Exercise: Show every line of the data that contains the string "bottom".

Records for the task Start Marker

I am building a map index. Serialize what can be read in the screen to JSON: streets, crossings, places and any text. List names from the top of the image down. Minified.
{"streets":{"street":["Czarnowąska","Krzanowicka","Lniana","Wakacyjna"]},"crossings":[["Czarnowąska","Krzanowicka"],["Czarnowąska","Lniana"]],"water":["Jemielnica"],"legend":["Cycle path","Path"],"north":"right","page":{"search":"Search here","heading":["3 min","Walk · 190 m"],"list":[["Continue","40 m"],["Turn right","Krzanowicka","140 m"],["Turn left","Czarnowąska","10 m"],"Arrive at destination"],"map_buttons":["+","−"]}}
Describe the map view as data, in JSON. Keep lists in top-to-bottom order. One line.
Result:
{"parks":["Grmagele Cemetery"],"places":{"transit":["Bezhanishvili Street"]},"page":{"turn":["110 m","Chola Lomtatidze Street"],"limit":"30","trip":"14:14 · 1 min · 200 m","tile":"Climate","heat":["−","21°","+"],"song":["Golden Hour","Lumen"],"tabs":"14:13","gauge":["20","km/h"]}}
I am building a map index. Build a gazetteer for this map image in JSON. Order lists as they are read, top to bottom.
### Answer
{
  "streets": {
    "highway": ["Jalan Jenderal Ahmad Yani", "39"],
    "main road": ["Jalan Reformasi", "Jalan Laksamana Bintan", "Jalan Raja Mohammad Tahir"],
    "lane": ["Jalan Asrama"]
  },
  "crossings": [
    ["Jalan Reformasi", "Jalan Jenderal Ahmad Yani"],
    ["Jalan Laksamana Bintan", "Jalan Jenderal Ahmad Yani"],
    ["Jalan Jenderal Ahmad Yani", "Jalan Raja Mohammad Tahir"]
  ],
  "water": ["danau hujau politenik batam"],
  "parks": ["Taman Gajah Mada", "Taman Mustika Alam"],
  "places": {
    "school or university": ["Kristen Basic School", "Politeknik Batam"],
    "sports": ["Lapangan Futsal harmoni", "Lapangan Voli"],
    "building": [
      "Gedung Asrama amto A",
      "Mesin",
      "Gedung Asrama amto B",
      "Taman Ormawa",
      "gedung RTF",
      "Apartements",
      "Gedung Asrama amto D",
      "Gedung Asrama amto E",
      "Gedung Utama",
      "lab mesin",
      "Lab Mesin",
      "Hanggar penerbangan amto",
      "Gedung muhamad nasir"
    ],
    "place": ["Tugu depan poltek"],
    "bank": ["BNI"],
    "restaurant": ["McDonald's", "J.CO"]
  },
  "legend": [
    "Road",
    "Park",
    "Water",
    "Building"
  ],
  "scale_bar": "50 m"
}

Records for the task End Marker

The completed task:
Describe the map view as data, in JSON. Keep lists in top-to-bottom order. One line.
I am building a map index. Build a gazetteer for this map image in JSON. Order lists as they are read, top to bottom.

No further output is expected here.